Central Locomotive Factory
- Trade name: KELOKA
- Native name: কেন্দ্রীয় লোকোমোটিভ কারখানা
- Romanized name: Kendriyo Locomotive Karkhana
- Company type: Government-owned
- Industry: Railway locomotive maintenance and repair
- Founded: May 14, 1992; 34 years ago in Parbatipur Upazila, Bangladesh
- Headquarters: Near Parbatipur Railway Station, beside Parbatipur-Syedpur regional highway, Parbatipur, Dinajpur District, Bangladesh
- Number of locations: 1
- Area served: Bangladesh
- Key people: Shah Sufi Nur Mohammad (Chief Executive Officer)
- Products: Maintenance and repair of meter-gauge and broad-gauge diesel locomotives
- Services: General Overhauling (GOH), special repairs
- Owner: Bangladesh Railway
- Number of employees: 236 (total allocated: 545, vacant: 309) (2019)
- Parent: Bangladesh Railway
- Divisions: Mechanical, Electrical, Safety, Health, Stores, and 6 others (total 11 departments)

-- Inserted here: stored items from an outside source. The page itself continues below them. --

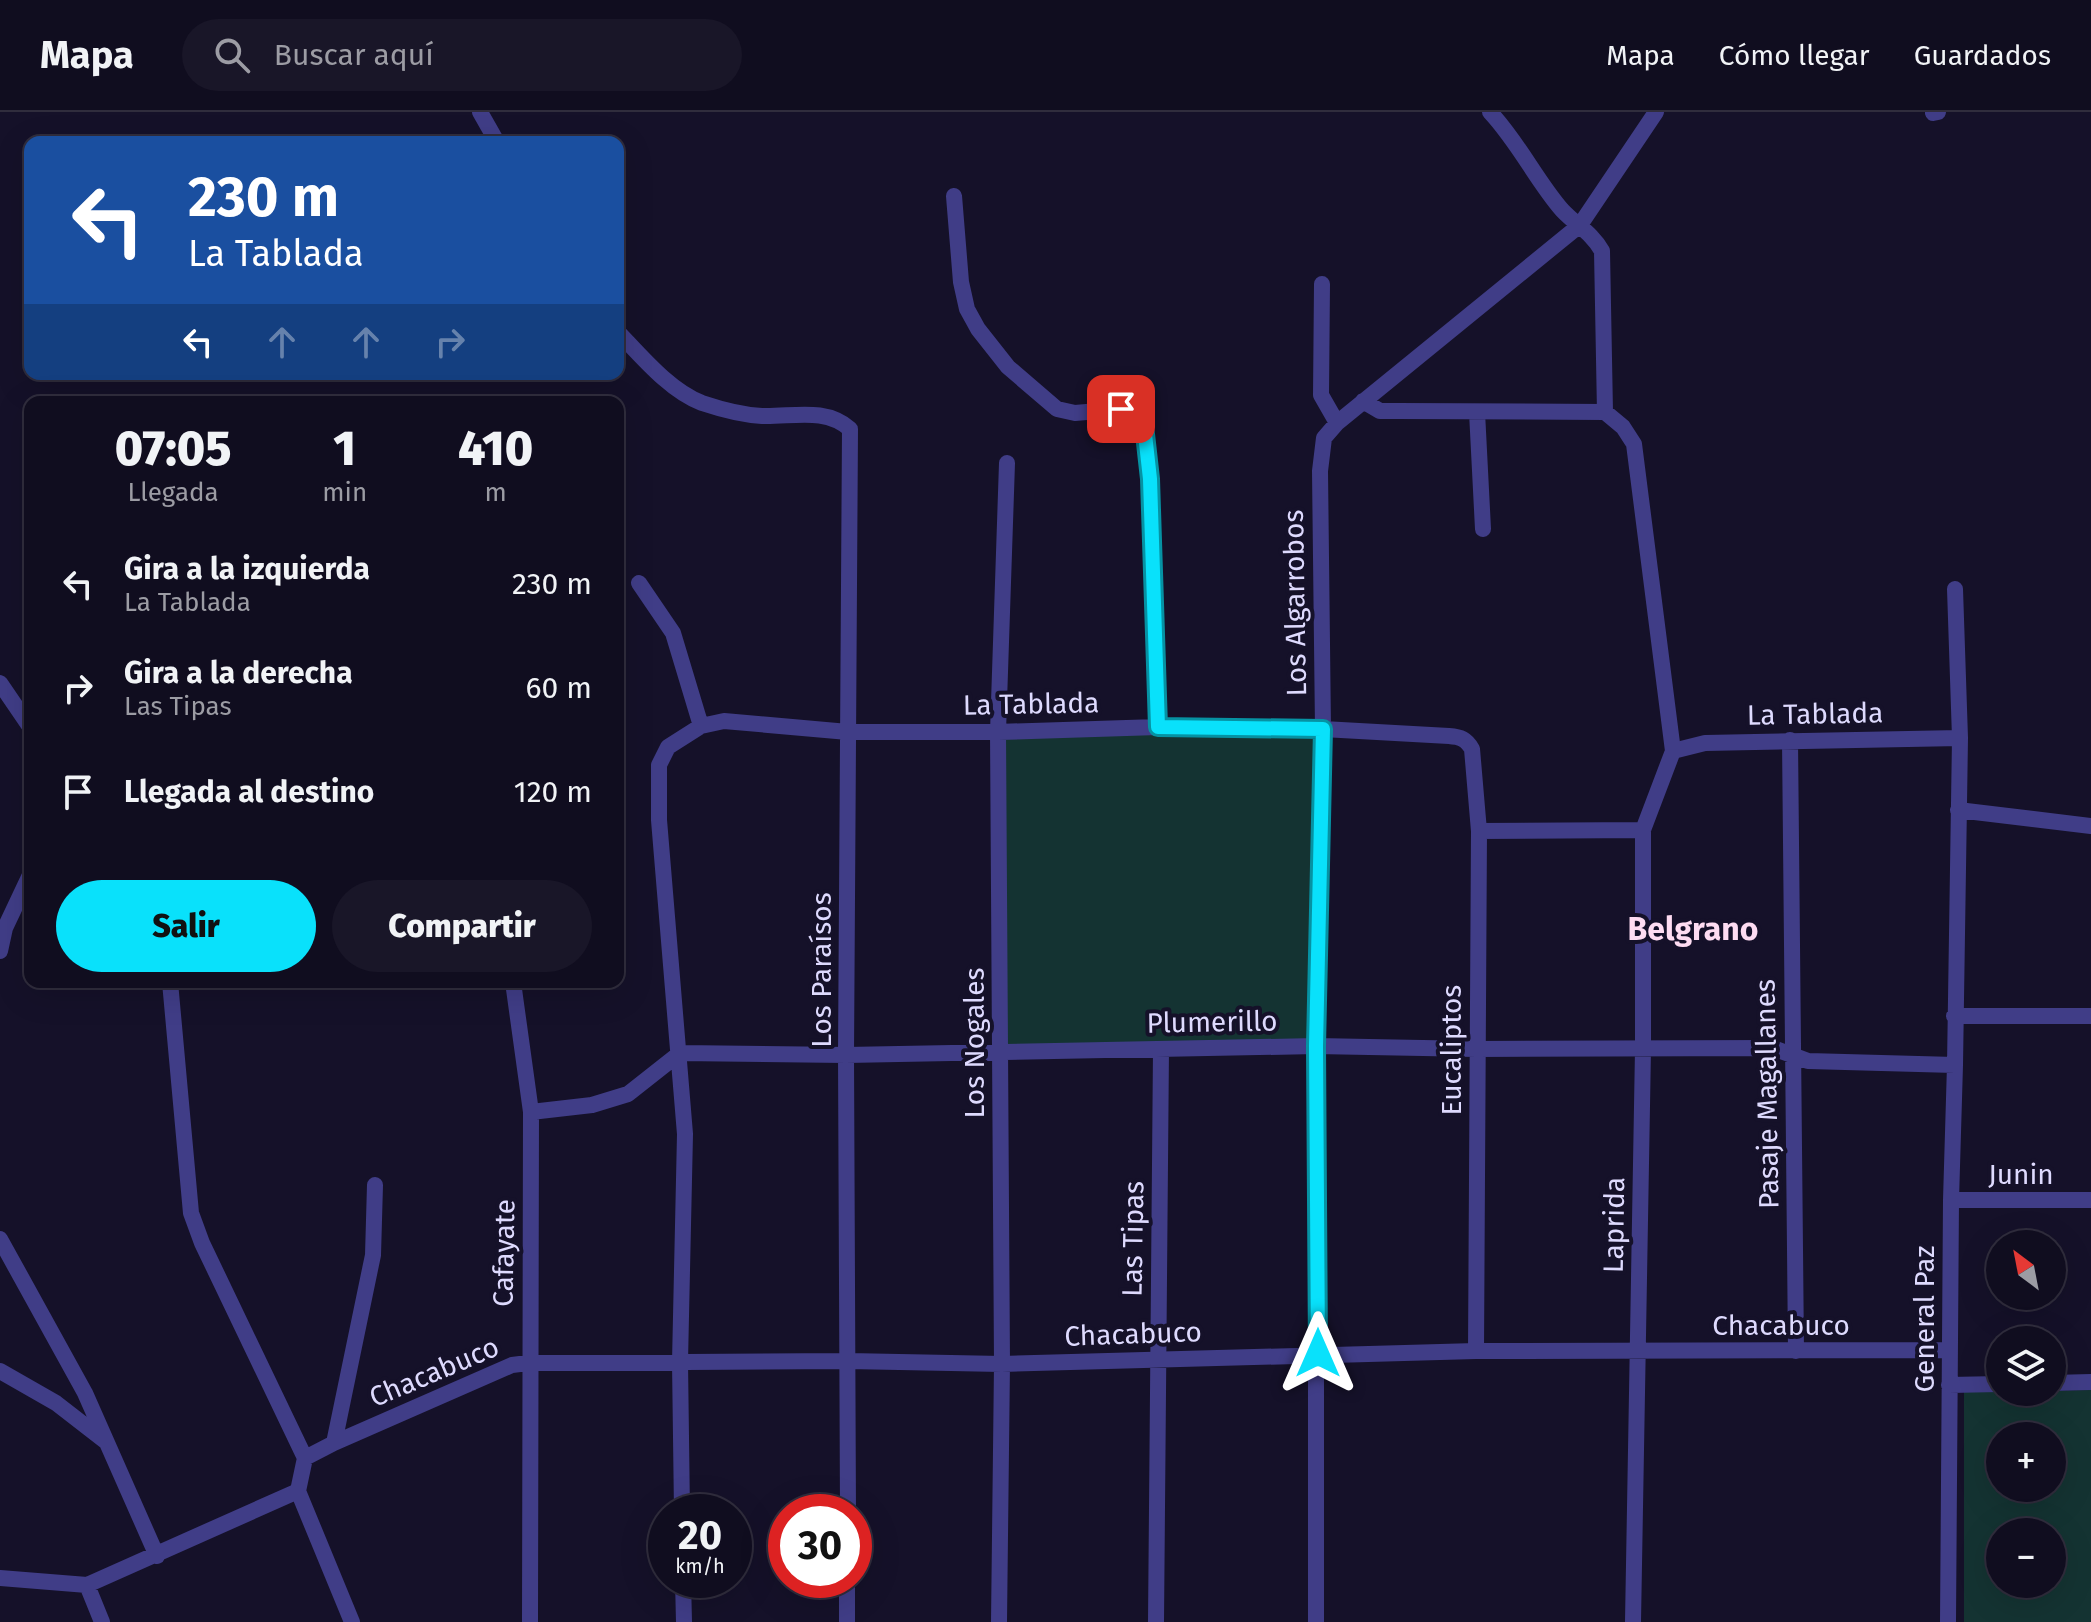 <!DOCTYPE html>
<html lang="es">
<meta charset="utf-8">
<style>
:root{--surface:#100d1f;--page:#191628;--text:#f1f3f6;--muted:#9c9ca4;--line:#302d3d;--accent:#09e1fb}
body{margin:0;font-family:"Fira Sans",sans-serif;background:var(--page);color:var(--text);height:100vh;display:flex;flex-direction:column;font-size:30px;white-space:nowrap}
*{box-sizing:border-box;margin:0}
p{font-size:26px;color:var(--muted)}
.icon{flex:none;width:44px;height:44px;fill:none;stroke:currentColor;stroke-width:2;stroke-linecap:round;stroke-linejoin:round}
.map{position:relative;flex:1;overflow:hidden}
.side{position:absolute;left:24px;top:284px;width:600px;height:592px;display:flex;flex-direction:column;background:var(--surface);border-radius:16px;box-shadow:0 8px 32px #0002,0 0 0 2px var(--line)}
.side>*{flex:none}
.top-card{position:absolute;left:24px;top:24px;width:600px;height:244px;border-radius:16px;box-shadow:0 8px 32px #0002,0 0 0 2px var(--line);background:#1a4fa0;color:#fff;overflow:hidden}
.needle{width:52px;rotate:328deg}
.buttons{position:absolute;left:1986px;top:1118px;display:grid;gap:16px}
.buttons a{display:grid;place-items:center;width:80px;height:80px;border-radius:50%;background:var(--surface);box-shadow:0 8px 32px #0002,0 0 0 2px var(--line);font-size:40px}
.speed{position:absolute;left:648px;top:1382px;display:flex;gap:16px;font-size:40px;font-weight:700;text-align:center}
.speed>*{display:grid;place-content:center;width:104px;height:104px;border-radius:50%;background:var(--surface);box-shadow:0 8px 32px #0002,0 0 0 2px var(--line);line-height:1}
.speed small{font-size:20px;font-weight:400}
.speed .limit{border:12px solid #d22;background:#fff;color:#111}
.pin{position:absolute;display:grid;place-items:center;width:68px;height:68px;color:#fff;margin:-34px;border-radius:16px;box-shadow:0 4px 12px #0006}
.me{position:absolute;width:88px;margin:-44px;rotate:0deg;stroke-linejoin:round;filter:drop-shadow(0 0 6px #0008)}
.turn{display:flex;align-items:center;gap:28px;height:168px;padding:0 32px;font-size:36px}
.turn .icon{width:104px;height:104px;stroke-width:2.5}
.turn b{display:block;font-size:56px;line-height:68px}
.lanes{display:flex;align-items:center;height:76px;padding:0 32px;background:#0003;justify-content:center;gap:40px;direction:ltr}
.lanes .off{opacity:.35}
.eta{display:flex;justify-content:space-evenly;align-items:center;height:136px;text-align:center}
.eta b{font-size:48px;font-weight:800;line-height:56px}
.cta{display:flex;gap:16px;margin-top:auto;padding:16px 32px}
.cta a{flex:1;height:92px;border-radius:48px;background:var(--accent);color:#111;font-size:32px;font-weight:800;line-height:92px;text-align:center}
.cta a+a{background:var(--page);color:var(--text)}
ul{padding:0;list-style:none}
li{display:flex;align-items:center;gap:24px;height:104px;padding:0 32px}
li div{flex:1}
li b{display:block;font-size:30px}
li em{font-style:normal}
header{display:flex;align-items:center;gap:48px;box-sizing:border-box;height:112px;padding:0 40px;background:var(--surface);border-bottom:2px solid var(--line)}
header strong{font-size:38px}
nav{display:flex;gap:44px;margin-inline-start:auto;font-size:28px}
.search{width:560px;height:72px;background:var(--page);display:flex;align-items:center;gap:20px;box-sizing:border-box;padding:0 28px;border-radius:44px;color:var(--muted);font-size:30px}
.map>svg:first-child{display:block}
.green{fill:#143332;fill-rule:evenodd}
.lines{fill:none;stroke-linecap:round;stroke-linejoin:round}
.minor{stroke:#403d87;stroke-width:16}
.route-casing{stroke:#0692a3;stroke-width:20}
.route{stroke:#09e1fb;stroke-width:14}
.labels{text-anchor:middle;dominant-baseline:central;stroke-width:8;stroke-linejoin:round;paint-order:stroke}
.street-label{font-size:28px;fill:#dedafe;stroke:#151129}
.quarter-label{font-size:32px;font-weight:bold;fill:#fedcf2;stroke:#151129}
</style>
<header>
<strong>Mapa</strong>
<div class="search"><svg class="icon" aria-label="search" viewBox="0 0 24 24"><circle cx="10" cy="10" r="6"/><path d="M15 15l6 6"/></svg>Buscar aquí</div>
<nav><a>Mapa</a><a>Cómo llegar</a><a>Guardados</a></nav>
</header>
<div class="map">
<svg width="2091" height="1510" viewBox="0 0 2091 1510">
<rect width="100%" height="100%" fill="#151129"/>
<path class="green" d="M1323 617 1316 934 1000 941 998 620Z
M2091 1278V1510H1964V1280ZM2000 1324H2052V1376H2000ZM2000 1420H2052V1472H2000Z"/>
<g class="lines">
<path class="minor" d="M480 0 497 30
M1490 0C1519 31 1536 68 1562 98 1576 113 1592 121 1602 139L1605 300 1623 315 1634 332 1673 639 1643 718V937L1633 1510
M1933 1 1938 0
M954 84 961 170 967 197 978 217 1008 255 1057 297 1075 301 1121 297 1135 306 1145 322 1150 367 1158 615
M1322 172 1321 283 1337 311
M618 220C641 244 670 279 702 291 720 297 743 303 762 304 793 305 825 295 850 317L846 943 848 1400
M1363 289 1380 299H1397L1605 300
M1477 300 1483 417
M639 471 673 521 701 614
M0 571 30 615
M1790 628 1796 1239
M1673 639 1705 631 1960 626
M1958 698 2091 714
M1479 719 1643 718
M0 839 5 816 30 763
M170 870 191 1101 202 1131 305 1346 298 1379
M513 870 531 1000 530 1510
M1954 904H2091
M531 1000 592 993 628 982 680 941 846 943 1316 934 1476 937 1773 936 1808 949 1955 953
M1951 1088H2091
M0 1127 85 1281 157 1444
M0 1259 56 1291 105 1329
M2052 1271 2091 1270
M1949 1273 2000 1272
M334 1331 512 1253 528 1251 848 1249 1002 1252 1476 1239 1949 1238
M305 1346 334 1331 373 1143 375 1073
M298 1379 352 1510
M682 1400 680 1250 685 1022 659 708V653L668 635 701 614 724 609 848 620H998L1158 615 1323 617 1449 624C1461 625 1466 627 1472 637L1479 719 1476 1239
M0 1466 87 1473 298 1379
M683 1468 684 1510
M87 1473 102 1510
M847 1510V1468
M999 1510 1002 1252 998 620 1007 351
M1156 1510 1161 937
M1316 1510V934L1323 617 1320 359 1324 326 1337 311 1580 113 1656 0
M1948 1510 1951 1088 1955 953 1960 626 1955 477"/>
</g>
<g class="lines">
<g class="route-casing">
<path id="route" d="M1121 297 1135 306 1145 322 1150 367 1158 615 1323 617 1316 934 1318 1241"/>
</g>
<use href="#route" class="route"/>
</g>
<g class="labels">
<g class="street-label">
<text transform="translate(1295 491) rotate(-91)">Los Algarrobos</text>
<text transform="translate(1031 592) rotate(-1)">La Tablada</text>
<text transform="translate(1815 602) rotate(-1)">La Tablada</text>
<text transform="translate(821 858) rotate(-90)">Los Paraísos</text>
<text transform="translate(1212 910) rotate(-1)">Plumerillo</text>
<text transform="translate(974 931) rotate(-90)">Los Nogales</text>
<text transform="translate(1451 938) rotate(-90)">Eucaliptos</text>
<text transform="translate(1767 982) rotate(-91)">Pasaje Magallanes</text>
<text x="2021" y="1062">Junin</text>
<text transform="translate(1614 1113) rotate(-89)">Laprida</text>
<text transform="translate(1133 1127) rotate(-89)">Las Tipas</text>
<text transform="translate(504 1141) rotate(-89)">Cafayate</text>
<text transform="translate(1924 1207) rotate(-90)">General Paz</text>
<text x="1781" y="1213">Chacabuco</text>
<text transform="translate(1133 1222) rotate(-2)">Chacabuco</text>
<text transform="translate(434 1260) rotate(-23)">Chacabuco</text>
</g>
<g class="quarter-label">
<text x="1693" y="817">Belgrano</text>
</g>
</g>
</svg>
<div class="buttons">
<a><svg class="needle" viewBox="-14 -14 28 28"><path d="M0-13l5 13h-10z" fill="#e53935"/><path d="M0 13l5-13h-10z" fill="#9c9ca4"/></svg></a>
<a><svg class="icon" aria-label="layers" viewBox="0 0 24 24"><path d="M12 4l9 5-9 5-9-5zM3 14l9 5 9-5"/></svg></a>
<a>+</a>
<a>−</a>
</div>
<div class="speed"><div>20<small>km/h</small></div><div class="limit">30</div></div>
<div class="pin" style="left:1121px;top:297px;background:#d93025"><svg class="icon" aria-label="arrive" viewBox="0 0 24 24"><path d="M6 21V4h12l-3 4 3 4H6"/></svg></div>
<svg class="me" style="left:1318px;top:1241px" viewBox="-20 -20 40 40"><path d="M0-17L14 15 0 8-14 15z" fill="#09e1fb" stroke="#fff" stroke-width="4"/></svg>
<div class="top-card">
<div class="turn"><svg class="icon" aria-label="left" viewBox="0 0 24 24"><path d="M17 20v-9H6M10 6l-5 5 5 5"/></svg><div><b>230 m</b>La Tablada</div></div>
<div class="lanes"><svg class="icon" aria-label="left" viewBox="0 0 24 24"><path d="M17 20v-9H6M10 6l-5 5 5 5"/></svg><svg class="icon off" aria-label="ahead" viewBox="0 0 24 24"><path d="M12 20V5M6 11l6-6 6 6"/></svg><svg class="icon off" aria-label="ahead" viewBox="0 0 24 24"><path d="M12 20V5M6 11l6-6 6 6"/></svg><svg class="icon off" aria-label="right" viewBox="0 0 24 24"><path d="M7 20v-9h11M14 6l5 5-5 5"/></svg></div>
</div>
<section class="side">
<div class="eta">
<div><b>07:05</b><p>Llegada</p></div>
<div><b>1</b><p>min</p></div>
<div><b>410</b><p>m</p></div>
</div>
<ul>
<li><svg class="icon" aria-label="left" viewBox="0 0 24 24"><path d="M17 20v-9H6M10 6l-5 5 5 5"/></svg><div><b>Gira a la izquierda</b><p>La Tablada</p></div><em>230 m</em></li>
<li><svg class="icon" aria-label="right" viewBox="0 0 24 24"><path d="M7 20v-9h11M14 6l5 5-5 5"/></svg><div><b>Gira a la derecha</b><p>Las Tipas</p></div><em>60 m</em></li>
<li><svg class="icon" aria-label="arrive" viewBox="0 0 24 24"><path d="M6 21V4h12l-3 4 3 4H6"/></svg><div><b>Llegada al destino</b></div><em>120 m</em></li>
</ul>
<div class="cta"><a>Salir</a><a>Compartir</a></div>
</section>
</div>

= Central Locomotive Factory =

Locomotive factory in Bangladesh

The Central Locomotive Factory (abbreviated as KELOKA) is the principal and largest locomotive factory in Bangladesh, located near the Parbatipur Railway Station in Parbatipur Upazila of Dinajpur District, beside Parbatipur-Syedpur regional highway. This factory is responsible for the maintenance and heavy repair of Bangladesh’s meter-gauge and broad-gauge diesel locomotives.

== History ==
The factory was established on May 14, 1992, at a cost of 203 crore taka and has a total of 11 departments, including mechanical, electrical, safety, health, and store departments. Although the total workforce allocation of the factory is 545 people, as of 2019, only 236 people are employed, and 309 positions are vacant. Currently, the Chief Executive Officer (CX) of this factory is Shah Sufi Nur Mohammad. Every operational locomotive here undergoes a heavy repair, called General Overhauling (GOH), every 6 years, and special repairs are conducted on locomotives that are damaged in accidents or suffer mechanical defects.

A significant incident occurred on October 7, 2016, when the 2900 class locomotive 2933, which was part of the Parabat Express, derailed at the Noyapara Railway Station in Madhabpur, Habiganj. The locomotive's fuel tank caught fire, severely damaging a large portion of the locomotive, causing it to become completely inoperable. After nearly three years of being stored at the Pahartali Diesel Factory, it was sent to the Central Locomotive Factory on May 15, 2019. Following 8 months of repairs at a cost of 3 crore taka, the locomotive was restored and made operational again.